● **Work to be completed**: Would you write out, word for word, each line of the records below from the top through the one holding "2px #a8a19b) drop-shadow(0"?

Segment Open

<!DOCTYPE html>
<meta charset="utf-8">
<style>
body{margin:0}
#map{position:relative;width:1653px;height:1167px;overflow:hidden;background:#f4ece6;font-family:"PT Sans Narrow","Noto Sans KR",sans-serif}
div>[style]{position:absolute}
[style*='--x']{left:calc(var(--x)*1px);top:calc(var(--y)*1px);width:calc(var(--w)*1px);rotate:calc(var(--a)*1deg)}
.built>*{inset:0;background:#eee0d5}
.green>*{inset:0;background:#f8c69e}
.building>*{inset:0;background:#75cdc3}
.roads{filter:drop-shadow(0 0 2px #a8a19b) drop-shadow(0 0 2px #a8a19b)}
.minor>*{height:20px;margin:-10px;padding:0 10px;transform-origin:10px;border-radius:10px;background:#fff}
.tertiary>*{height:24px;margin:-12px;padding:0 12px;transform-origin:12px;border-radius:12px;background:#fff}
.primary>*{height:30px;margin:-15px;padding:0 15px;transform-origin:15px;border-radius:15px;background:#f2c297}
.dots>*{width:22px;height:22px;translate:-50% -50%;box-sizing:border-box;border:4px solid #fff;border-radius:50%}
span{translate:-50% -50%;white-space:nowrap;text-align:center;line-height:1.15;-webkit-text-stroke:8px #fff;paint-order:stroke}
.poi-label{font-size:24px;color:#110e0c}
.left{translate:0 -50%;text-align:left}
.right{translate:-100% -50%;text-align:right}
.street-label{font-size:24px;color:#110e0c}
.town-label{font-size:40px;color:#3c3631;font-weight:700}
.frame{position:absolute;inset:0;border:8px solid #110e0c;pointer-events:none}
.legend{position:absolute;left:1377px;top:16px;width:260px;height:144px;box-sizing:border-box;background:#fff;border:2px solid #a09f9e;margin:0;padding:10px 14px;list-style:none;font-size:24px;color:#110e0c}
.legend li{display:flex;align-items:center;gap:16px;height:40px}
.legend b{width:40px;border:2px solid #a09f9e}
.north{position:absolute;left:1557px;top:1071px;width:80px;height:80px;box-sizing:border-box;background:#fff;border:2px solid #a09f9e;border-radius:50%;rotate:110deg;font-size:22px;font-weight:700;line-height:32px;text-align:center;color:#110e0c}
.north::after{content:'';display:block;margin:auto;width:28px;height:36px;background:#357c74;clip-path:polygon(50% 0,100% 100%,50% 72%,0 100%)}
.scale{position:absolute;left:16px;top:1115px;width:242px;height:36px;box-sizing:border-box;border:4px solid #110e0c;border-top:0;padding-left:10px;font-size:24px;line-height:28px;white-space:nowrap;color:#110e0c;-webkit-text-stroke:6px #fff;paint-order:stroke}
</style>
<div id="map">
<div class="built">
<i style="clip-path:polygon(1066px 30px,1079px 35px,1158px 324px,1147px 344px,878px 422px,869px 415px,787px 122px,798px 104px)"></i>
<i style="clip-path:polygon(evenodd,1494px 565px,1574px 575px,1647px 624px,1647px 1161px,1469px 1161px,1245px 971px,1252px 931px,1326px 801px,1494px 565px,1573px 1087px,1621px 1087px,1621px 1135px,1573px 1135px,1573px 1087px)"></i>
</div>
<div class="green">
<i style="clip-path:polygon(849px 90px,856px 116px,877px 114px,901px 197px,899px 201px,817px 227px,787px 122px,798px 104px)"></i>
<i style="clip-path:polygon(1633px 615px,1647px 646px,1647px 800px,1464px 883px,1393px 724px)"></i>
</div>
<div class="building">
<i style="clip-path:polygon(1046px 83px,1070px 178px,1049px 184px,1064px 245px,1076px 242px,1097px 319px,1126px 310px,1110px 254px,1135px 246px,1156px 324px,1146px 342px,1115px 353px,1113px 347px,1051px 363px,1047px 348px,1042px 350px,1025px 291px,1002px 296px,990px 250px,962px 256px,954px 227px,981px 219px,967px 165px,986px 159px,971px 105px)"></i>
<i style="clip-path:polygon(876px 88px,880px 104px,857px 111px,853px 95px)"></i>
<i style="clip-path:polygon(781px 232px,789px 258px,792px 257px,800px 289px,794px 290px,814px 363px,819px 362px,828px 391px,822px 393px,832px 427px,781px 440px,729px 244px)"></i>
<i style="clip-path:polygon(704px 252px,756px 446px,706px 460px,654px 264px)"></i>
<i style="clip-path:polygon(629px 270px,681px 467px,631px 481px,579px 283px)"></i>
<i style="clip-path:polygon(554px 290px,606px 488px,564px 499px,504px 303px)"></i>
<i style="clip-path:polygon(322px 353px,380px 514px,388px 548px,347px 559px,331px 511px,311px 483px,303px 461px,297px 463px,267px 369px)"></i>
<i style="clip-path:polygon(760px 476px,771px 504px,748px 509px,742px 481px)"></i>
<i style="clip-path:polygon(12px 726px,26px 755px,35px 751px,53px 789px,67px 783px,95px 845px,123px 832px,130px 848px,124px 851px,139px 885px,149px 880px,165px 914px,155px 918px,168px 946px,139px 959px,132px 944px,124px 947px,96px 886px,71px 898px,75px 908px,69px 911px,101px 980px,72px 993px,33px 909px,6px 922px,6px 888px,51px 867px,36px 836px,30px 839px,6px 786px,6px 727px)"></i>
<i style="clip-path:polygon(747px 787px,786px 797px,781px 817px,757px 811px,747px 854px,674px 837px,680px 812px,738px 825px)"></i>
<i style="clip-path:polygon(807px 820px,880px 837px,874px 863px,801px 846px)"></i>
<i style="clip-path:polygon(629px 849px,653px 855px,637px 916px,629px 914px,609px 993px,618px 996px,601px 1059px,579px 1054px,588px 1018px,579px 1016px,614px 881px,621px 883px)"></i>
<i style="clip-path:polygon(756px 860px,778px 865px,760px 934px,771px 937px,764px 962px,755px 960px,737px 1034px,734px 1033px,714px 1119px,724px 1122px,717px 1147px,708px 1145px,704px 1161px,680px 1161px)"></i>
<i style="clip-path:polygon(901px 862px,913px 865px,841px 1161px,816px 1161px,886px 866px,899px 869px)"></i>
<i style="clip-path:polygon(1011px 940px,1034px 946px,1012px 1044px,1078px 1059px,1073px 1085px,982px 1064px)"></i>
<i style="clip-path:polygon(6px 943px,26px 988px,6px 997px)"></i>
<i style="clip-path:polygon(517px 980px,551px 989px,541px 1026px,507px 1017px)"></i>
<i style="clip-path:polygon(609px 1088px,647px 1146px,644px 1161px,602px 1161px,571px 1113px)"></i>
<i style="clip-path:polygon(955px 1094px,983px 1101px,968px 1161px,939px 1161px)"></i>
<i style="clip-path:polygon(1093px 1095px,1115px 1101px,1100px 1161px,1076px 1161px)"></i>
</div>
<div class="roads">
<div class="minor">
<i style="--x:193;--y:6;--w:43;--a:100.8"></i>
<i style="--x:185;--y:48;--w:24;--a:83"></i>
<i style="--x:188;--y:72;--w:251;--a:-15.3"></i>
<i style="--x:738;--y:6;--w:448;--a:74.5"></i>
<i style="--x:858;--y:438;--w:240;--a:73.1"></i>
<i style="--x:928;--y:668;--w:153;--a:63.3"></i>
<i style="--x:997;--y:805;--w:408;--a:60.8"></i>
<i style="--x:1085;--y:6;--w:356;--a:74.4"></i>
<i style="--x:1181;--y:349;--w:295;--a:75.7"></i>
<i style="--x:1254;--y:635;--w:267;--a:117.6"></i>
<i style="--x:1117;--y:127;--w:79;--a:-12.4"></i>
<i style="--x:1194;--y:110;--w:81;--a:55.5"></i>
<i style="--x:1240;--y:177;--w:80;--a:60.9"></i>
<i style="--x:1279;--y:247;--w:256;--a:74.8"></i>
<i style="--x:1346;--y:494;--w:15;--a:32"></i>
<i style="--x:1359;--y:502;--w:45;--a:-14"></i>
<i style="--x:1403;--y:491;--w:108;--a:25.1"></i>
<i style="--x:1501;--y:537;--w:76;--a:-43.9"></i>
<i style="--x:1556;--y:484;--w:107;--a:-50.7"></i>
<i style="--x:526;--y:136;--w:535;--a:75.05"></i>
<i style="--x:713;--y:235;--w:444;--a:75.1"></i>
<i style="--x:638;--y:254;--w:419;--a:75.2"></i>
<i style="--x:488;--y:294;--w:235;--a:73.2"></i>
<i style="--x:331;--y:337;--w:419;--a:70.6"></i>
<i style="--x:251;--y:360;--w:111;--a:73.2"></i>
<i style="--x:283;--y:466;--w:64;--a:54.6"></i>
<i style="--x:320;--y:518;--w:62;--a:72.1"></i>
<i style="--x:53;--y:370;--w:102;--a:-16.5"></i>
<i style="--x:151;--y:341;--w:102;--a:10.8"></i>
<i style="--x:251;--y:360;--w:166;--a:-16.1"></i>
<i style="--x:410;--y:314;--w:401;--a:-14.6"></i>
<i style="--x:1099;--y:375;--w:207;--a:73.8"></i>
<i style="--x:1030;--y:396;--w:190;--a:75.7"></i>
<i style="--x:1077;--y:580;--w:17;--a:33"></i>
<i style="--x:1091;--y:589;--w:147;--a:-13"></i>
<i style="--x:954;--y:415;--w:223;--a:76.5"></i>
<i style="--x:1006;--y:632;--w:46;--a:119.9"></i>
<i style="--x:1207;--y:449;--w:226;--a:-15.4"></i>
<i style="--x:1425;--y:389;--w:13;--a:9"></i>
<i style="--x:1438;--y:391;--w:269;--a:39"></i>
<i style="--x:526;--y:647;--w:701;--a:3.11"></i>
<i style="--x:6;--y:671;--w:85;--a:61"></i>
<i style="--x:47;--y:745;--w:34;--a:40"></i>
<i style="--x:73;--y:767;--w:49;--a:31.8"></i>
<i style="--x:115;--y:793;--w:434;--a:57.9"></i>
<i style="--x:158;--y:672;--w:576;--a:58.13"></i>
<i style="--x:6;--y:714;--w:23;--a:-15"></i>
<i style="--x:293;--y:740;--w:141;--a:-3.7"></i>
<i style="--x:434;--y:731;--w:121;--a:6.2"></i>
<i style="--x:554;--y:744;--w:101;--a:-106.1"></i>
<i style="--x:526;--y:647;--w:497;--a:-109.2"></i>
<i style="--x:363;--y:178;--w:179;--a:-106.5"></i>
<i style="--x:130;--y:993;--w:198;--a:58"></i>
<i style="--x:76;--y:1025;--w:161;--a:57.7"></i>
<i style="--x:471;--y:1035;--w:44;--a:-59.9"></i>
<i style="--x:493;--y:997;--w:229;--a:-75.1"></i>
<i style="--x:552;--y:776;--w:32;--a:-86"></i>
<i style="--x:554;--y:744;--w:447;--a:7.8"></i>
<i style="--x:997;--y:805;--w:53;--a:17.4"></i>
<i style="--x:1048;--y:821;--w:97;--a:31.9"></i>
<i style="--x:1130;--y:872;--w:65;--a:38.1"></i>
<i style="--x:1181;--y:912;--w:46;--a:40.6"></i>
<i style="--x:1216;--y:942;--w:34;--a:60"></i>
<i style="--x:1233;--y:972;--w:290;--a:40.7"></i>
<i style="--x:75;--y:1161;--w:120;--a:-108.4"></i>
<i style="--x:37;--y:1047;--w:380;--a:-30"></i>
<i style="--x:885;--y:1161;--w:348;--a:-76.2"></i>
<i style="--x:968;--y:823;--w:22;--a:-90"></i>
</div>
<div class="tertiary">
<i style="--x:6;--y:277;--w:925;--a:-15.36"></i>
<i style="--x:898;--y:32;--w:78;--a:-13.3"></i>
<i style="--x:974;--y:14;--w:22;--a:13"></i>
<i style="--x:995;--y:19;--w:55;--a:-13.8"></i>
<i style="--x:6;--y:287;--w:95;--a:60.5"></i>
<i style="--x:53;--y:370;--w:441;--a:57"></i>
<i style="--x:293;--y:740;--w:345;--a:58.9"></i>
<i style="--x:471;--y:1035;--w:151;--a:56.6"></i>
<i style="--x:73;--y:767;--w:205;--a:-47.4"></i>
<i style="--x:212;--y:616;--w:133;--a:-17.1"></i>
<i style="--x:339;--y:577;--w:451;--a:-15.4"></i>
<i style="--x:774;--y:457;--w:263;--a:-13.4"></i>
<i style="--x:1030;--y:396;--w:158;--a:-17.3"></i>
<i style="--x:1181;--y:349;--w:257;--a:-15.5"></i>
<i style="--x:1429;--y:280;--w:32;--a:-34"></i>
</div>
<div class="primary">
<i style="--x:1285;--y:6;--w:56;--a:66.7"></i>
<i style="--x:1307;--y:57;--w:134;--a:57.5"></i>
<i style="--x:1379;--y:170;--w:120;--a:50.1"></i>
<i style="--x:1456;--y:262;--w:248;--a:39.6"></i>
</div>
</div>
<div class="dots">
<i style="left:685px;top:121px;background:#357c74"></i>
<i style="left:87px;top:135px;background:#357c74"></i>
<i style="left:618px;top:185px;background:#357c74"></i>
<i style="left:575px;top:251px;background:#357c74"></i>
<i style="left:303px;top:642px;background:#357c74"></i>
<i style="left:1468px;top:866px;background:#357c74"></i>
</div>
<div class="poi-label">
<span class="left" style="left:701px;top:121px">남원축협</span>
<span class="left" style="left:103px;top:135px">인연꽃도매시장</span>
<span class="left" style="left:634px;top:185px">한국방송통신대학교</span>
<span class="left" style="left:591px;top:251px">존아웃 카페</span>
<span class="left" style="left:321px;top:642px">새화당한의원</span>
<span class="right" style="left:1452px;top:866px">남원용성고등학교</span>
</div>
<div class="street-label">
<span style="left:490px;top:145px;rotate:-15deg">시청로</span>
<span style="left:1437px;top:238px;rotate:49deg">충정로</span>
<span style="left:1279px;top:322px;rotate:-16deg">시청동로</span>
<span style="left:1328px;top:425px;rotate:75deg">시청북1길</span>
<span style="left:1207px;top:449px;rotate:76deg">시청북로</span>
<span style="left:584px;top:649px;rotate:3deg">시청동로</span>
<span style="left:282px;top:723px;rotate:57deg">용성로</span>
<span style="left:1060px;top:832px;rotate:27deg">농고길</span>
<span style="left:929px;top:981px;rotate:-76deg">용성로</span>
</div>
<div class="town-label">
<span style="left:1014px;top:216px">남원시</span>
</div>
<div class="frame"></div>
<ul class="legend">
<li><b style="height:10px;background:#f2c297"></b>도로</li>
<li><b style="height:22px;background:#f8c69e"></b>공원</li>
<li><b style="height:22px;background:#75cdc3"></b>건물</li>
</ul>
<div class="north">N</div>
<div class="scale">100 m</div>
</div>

Segment Closed

● **Answer space**:
<!DOCTYPE html>
<meta charset="utf-8">
<style>
body{margin:0}
#map{position:relative;width:1653px;height:1167px;overflow:hidden;background:#f4ece6;font-family:"PT Sans Narrow","Noto Sans KR",sans-serif}
div>[style]{position:absolute}
[style*='--x']{left:calc(var(--x)*1px);top:calc(var(--y)*1px);width:calc(var(--w)*1px);rotate:calc(var(--a)*1deg)}
.built>*{inset:0;background:#eee0d5}
.green>*{inset:0;background:#f8c69e}
.building>*{inset:0;background:#75cdc3}
.roads{filter:drop-shadow(0 0 2px #a8a19b) drop-shadow(0 0 2px #a8a19b)}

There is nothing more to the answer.